Joseph Owens (argued), Pangman Associates, Waukesha, Wis., for plaintiff-appellant cross-appellee.

Michael H. Auen (argued), Gordon Davenport, III (argued), Foley Lardner, Madison, Wis., for defendants-appellees.

Appeal from the United States District Court for the Western District of Wisconsin.

Before EASTERBROOK and MANION, Circuit Judges, and GRANT, Senior District Judge.

Senior District Court Judge Robert A. Grant, U.S. District Court for the Northern District of Indiana, is sitting by designation.


Gordon McMahon, a former agent and agency manager for Pennsylvania Life Insurance Company (Penn Life), was fired in 1982. He sued Penn Life in 1988 under several causes of action. Only one count — breach of implied contract — made it to trial. The jury found that Penn Life had good cause to fire McMahon. However, the jury also found that Penn Life violated the implied contractual covenant of good faith and fair dealing, and awarded McMahon $43,923 in damages.
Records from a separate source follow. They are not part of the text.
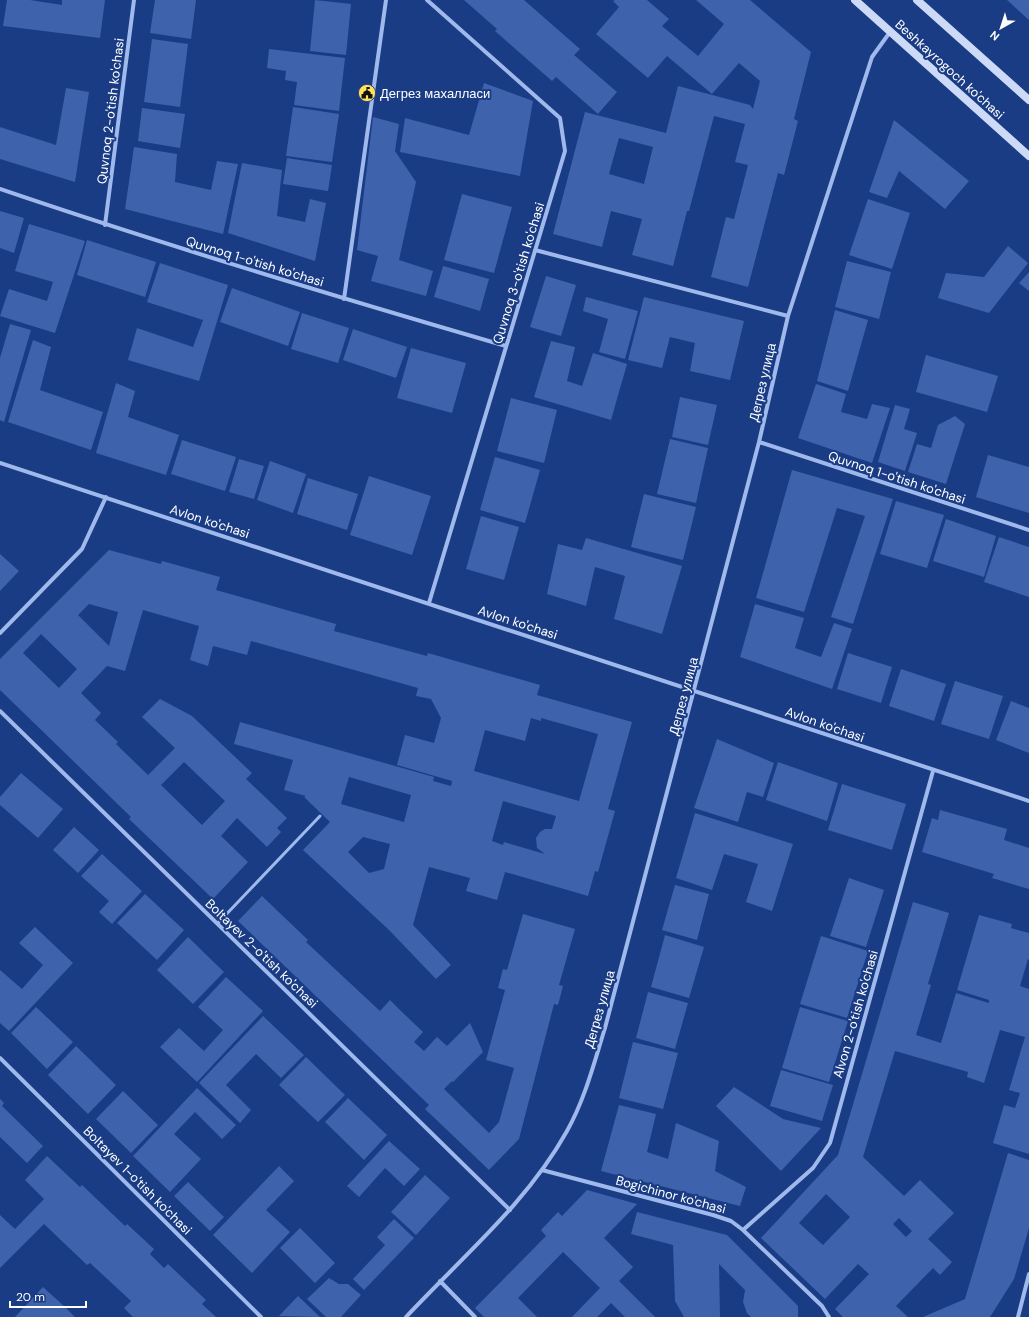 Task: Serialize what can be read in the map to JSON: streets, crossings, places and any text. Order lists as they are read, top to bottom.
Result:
{
  "streets": {
    "main road": ["Beshkayrogoch ko'chasi"],
    "street": [
      "Quvnoq 2-o'tish ko'chasi",
      "Quvnoq 1-o'tish ko'chasi",
      "Quvnoq 3-o'tish ko'chasi",
      "Дегрез улица",
      "Avlon ko'chasi",
      "Boltayev 2-o'tish ko'chasi",
      "Alvon 2-o'tish ko'chasi",
      "Boltayev 1-o'tish ko'chasi",
      "Bogichinor ko'chasi"
    ]
  },
  "crossings": [
    ["Beshkayrogoch ko'chasi", "Дегрез улица"],
    ["Quvnoq 2-o'tish ko'chasi", "Quvnoq 1-o'tish ko'chasi"],
    ["Quvnoq 1-o'tish ko'chasi", "Quvnoq 3-o'tish ko'chasi"],
    ["Quvnoq 1-o'tish ko'chasi", "Дегрез улица"],
    ["Quvnoq 3-o'tish ko'chasi", "Avlon ko'chasi"],
    ["Дегрез улица", "Avlon ko'chasi"],
    ["Дегрез улица", "Boltayev 2-o'tish ko'chasi"],
    ["Дегрез улица", "Bogichinor ko'chasi"],
    ["Avlon ko'chasi", "Alvon 2-o'tish ko'chasi"],
    ["Alvon 2-o'tish ko'chasi", "Bogichinor ko'chasi"]
  ],
  "places": {
    "public building": ["Дегрез махалласи"]
  },
  "scale_bar": "20 m",
  "north": "bottom left"
}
McMahon appeals the district court's grant of summary judgment for Penn Life on breach of fiduciary duty and conspiracy to defraud counts, and its refusal to allow presentation of evidence on consequential damages. Penn Life cross-appeals the judgment for McMahon.

We affirm the district court's summary judgment and evidentiary rulings for Penn Life and reverse the judgment for McMahon because the cause of action on which the jury hinged liability is barred by the applicable statute of limitations.

I. BACKGROUND

Pennsylvania Life Insurance Company is a corporation selling various kinds of insurance, primarily life and disability. Penn Life promotes itself by emphasizing commitment to employees. Salesmen are recruited and motivated by a marketing theme describing employees as "partners" in the company's growth and success.

Penn Life hired McMahon as a salesman (agent) in 1967 to work on a commission basis in Madison, Wisconsin. He progressed through several management positions and became a district manager in Ontario, Canada in 1971. Three years later McMahon became a "participating manager" pursuant to a written contract called an "agency manager's agreement." The contract provided for McMahon to be paid a $500.00 salary per month, while receiving a percentage of any profits. One provision of the employment contract governed termination:

McMahon contends the agreement also required him to share in any losses compiled by the Ontario office. There is no evidence to that effect in the record. The contract provides for the agency manager to receive a salary and a percentage of the agency's profits, minus overhead and expenses of maintaining the office. There is no provision in the contract for sharing losses in the event costs exceed revenue. Uncontroverted testimony at trial indicated that Penn Life's policy was to offset losses against future revenue. If the office never generated sufficient profits to offset accrued losses, the losses would be forgiven as to the agency manager.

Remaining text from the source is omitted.